I am not sure how I would draw a diagram for this question, as I do not know what "in the same horizontal line are on bearings of 115 degrees and 157 degrees respectively" means. Can someone please explain this question to me? A diagram would be helpful (I am a visual learner). Thanks in advance.

 

[MarkFL]

Hello, and welcome to FMH!

Bearing is typically given as an angle measured from due north, in a clockwise direction, so that due north has a bearing of 0°, due east has a bearing of 90°, due south has a bearing of 180° and due west has a bearing of 270°. Here is a diagram, with \(R\) at the origin, showing \(P\) and \(Q\) with the given bearings and ranges:



As you can see though, the are not in the same horizontal line, unless what is meant is that both planes are at the same altitude. I would use the Law of Cosines or vector arithmetic to find the distance between the two planes.

Can you proceed?

 

[MeLikeMath]

Thank you!
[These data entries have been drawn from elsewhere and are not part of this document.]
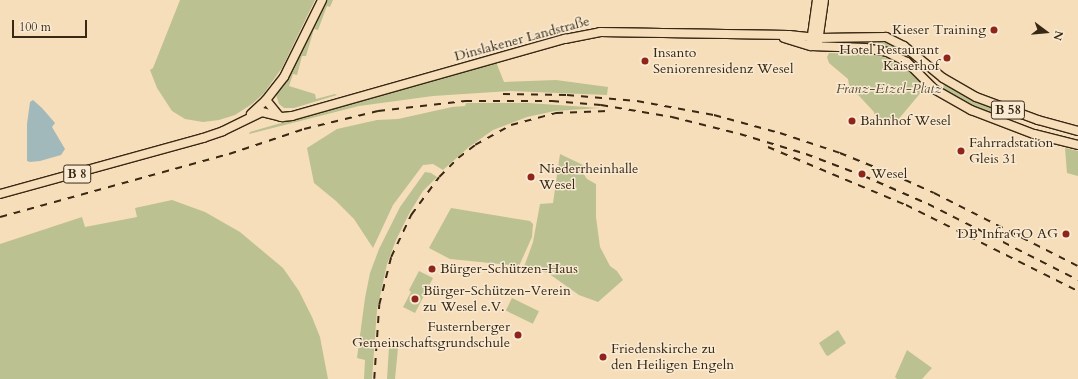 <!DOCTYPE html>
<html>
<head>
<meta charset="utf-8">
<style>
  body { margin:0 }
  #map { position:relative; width:1078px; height:379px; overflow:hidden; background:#f6debb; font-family:Cardo,serif }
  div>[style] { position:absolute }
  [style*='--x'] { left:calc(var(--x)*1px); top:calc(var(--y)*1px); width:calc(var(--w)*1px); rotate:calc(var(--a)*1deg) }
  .green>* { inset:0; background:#bcc191; transform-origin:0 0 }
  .water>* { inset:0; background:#a1b9bb }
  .roads { filter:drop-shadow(1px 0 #392813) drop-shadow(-1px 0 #392813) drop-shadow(0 1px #392813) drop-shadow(0 -1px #392813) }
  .major>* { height:8px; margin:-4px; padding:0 4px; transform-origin:4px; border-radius:4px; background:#f6debb }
  .rail>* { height:1.5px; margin-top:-0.75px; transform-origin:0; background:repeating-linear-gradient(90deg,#392813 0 7px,transparent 0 14px) }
  .dots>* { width:11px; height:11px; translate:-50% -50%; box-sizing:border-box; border:2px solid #f9ead3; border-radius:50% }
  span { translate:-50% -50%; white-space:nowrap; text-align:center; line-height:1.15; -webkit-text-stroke:3px #f9ead3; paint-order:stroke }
  .shield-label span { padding:1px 3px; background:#f9ead3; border:1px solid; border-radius:3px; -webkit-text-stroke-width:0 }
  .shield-label { font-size:13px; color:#392813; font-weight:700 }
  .poi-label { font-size:14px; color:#392813 }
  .right { translate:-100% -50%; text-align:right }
  .left { translate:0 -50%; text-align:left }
  .street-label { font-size:14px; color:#392813 }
  .park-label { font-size:14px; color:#5a4e32; font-style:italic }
  .north { position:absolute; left:1026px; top:12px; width:40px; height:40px; -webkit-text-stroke:3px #f9ead3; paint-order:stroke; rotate:106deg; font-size:11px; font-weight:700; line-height:16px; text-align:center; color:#392813 }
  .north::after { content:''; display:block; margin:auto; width:14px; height:18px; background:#392813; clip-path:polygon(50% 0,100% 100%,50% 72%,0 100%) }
  .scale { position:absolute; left:12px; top:20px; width:75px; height:18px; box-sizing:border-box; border:2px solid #392813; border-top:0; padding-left:5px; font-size:12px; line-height:14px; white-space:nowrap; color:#392813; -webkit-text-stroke:3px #f9ead3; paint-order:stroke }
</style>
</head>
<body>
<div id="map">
  <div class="green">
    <div style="clip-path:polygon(180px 0,315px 0,282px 68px,264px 93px,252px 104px,235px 115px,219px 120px,203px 122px,185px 119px,172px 111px,157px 88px,150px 70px,153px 68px)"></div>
    <div style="clip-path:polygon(327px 0,333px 0,330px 7px,327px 6px,318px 30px,314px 29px,306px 56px,302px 56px,297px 75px,293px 74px,289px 86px,315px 94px,316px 99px,335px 94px,337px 95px,294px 108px,284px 108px,279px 104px,276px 95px,284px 83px,320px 11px,324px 8px)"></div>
    <div style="clip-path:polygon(880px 40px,892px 43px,910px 54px,906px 58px,879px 47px,878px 43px)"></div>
    <div style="clip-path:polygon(829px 53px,871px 54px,894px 60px,901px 63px,920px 81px,923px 90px,892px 127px,875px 117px,874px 112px,849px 85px,848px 79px,829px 63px,827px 57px)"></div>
    <div style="clip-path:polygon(496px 62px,504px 82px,556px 80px,608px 87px,607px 95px,510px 91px,433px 96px,359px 106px,249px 134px,250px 132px)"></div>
    <div style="clip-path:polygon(947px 84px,994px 108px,994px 112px,991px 115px,989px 115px,939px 88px)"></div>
    <div style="clip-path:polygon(466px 103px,529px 103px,600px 108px,555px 111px,527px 117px,493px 130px,469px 147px,443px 170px,433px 164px,423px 165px,393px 205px,373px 248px,354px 219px,336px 201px,314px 183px,307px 148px,337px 129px,377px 120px,398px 119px,452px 107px,465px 106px)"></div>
    <div style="clip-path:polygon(1065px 148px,1078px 151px,1078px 176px,1067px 173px)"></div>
    <div style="clip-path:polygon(560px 154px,583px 165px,583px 173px,587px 179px,596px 184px,596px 217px,600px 247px,610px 266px,617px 271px,623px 280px,598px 302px,579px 295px,548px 273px,524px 267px,533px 242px,540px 204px,553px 203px)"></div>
    <div style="clip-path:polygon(425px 172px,431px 173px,437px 177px,423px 191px,410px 212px,396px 240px,387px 264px,377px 310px,372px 379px,364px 379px,365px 360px,357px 358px,365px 298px,370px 273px,379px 249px,400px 207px)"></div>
    <div style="clip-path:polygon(172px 200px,205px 212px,240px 232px,283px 268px,299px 291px,312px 317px,320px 337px,328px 379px,0 379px,0 244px,82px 217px,85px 227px,137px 217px,135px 208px)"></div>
    <div style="clip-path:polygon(451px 208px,530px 221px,533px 224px,532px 237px,519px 266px,450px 259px,429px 248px)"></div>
    <div style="clip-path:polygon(419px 271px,433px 278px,415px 313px,403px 307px,411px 292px,409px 290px)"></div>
    <div style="left:512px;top:298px;width:30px;height:14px;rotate:26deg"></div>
    <div style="clip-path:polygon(838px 330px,846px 343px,828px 356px,826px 355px,819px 343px)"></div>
    <div style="clip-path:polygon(389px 347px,398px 348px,395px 379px,387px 379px)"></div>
    <div style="clip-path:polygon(907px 350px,932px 368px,922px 379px,897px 379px,895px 377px)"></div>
  </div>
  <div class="water">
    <div style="clip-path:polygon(33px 100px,42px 108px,55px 123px,52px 127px,65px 149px,61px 155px,40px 161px,30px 162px,27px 161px,27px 124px,30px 102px)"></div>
  </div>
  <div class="roads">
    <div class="major">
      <div style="--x:784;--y:38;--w:28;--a:17"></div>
      <div style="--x:811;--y:46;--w:54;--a:2.1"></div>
      <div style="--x:865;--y:48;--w:22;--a:10"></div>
      <div style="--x:887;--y:52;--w:22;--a:27"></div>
      <div style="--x:907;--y:62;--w:38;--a:45"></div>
      <div style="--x:934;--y:89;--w:43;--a:29.6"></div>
      <div style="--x:971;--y:110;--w:67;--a:20.9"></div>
      <div style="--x:1034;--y:134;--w:45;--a:14"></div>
      <div style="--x:811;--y:42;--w:42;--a:-81.9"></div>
      <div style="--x:818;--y:42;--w:42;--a:-81.9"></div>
      <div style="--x:266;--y:100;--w:21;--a:51"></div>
      <div style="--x:251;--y:114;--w:21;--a:-43"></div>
      <div style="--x:266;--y:100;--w:29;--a:-52"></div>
      <div style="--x:284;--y:77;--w:86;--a:-63.7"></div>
      <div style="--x:0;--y:194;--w:211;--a:-15.4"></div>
      <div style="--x:203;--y:138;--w:21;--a:-19"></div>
      <div style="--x:223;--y:131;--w:43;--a:-26"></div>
      <div style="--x:262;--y:112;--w:21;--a:14"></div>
      <div style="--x:282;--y:117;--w:10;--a:-6"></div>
      <div style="--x:292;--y:116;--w:284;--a:-15.8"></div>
      <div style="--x:565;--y:39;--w:36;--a:-11"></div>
      <div style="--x:600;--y:32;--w:189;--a:0.9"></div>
      <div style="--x:789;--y:35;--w:30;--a:6"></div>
      <div style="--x:819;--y:38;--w:67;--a:-0.9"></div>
      <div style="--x:886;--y:37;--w:20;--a:27"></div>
      <div style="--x:904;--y:46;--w:50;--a:39.4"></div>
      <div style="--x:943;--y:78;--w:38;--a:30"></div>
      <div style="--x:976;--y:97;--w:66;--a:20.4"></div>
      <div style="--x:1038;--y:120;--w:41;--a:15.4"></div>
    </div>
  </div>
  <div class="rail">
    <div style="--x:503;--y:94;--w:64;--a:0.9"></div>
    <div style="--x:567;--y:95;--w:70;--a:4.9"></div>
    <div style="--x:637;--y:101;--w:78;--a:10.3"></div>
    <div style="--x:714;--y:115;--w:68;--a:15.3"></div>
    <div style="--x:780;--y:133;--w:63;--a:18.4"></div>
    <div style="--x:840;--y:153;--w:56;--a:22"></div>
    <div style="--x:892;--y:174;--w:46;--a:24.3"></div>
    <div style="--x:934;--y:193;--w:161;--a:26.9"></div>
    <div style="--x:768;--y:147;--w:150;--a:22.8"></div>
    <div style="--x:906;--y:205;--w:192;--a:26.6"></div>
    <div style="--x:0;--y:217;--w:238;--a:-15.4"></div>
    <div style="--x:229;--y:154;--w:79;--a:-18.4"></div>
    <div style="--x:304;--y:129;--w:76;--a:-13.7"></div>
    <div style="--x:378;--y:111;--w:88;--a:-6.6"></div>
    <div style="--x:465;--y:101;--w:87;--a:0"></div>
    <div style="--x:552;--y:101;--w:49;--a:4.7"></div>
    <div style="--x:601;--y:105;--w:72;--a:9.6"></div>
    <div style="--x:672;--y:117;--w:70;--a:14"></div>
    <div style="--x:740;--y:134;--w:69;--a:16.9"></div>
    <div style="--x:806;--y:154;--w:62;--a:20.8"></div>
    <div style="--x:864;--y:176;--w:70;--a:23.6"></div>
    <div style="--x:928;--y:204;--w:168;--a:26.9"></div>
    <div style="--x:374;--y:379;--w:74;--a:-86.1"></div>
    <div style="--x:379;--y:305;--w:49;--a:-76"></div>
    <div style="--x:391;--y:257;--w:47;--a:-64.5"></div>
    <div style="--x:411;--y:215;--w:47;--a:-53.6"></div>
    <div style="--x:439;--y:177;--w:27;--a:-45"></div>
    <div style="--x:458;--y:158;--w:21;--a:-37"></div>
    <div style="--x:475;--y:145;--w:41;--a:-29.1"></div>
    <div style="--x:511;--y:125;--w:47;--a:-14.9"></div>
    <div style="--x:556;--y:113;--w:52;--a:-2.2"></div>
  </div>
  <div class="dots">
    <div style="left:994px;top:30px;background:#8f2418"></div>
    <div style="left:947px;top:58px;background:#8f2418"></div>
    <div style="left:645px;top:61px;background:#8f2418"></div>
    <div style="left:852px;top:121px;background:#8f2418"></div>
    <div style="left:961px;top:151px;background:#8f2418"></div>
    <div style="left:862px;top:174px;background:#8f2418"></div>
    <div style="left:531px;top:177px;background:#8f2418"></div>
    <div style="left:1066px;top:234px;background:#8f2418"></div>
    <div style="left:432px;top:269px;background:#8f2418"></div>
    <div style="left:415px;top:299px;background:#8f2418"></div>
    <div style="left:518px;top:335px;background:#8f2418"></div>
    <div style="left:603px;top:357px;background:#8f2418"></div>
  </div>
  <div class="shield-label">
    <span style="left:1008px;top:110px">B 58</span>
    <span style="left:77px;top:174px">B 8</span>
  </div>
  <div class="poi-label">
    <span class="right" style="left:986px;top:30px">Kieser Training</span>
    <span class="right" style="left:939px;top:58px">Hotel Restaurant<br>Kaiserhof</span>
    <span class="left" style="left:653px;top:61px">Insanto<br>Seniorenresidenz Wesel</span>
    <span class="left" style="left:860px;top:121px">Bahnhof Wesel</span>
    <span class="left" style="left:969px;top:151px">Fahrradstation<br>Gleis 31</span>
    <span class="left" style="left:539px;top:177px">Niederrheinhalle<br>Wesel</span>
    <span class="left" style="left:871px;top:174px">Wesel</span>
    <span class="right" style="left:1058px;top:234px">DB InfraGO AG</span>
    <span class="left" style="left:440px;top:269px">Bürger-Schützen-Haus</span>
    <span class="left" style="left:423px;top:299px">Bürger-Schützen-Verein<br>zu Wesel e.V.</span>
    <span class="right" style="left:510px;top:335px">Fusternberger<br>Gemeinschaftsgrundschule</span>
    <span class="left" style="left:611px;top:357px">Friedenskirche zu<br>den Heiligen Engeln</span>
  </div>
  <div class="street-label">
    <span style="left:522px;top:39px;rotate:-15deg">Dinslakener Landstraße</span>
  </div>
  <div class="park-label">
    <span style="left:889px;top:89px">Franz-Etzel-Platz</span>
  </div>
  <div class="north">N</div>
  <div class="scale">100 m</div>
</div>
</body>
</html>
I know how to proceed now.

 

[MarkFL]

If I were to use vector arithmetic, I would give the vectors as follows:

[MATH]\vec{P}=200\langle \cos((90-115)^{\circ}),\sin((90-115)^{\circ}) \rangle=\langle 200\cos(25^{\circ}),-200\sin(25^{\circ}) \rangle[/MATH]
[MATH]\vec{Q}=150\langle \cos((90-157)^{\circ}),\sin((90-157)^{\circ}) \rangle=\langle 150\cos(67^{\circ}),-150\sin(67^{\circ}) \rangle[/MATH]
And so the distance \(d\) between them (in km) is:

[MATH]d=\sqrt{(200\cos(25^{\circ})-150\cos(67^{\circ}))^2+(200\sin(25^{\circ})-150\sin(67^{\circ}))^2}\approx133.8[/MATH]
If I were to use the Law of Cosines:

[MATH]d=\sqrt{200^2+150^2-2\cdot200\cdot150\cos((157-115)^{\circ})}\approx133.8[/MATH]

 

[MeLikeMath]

This question is worded quite poorly which led to my confusion. I now understand the question. Thank you for your help.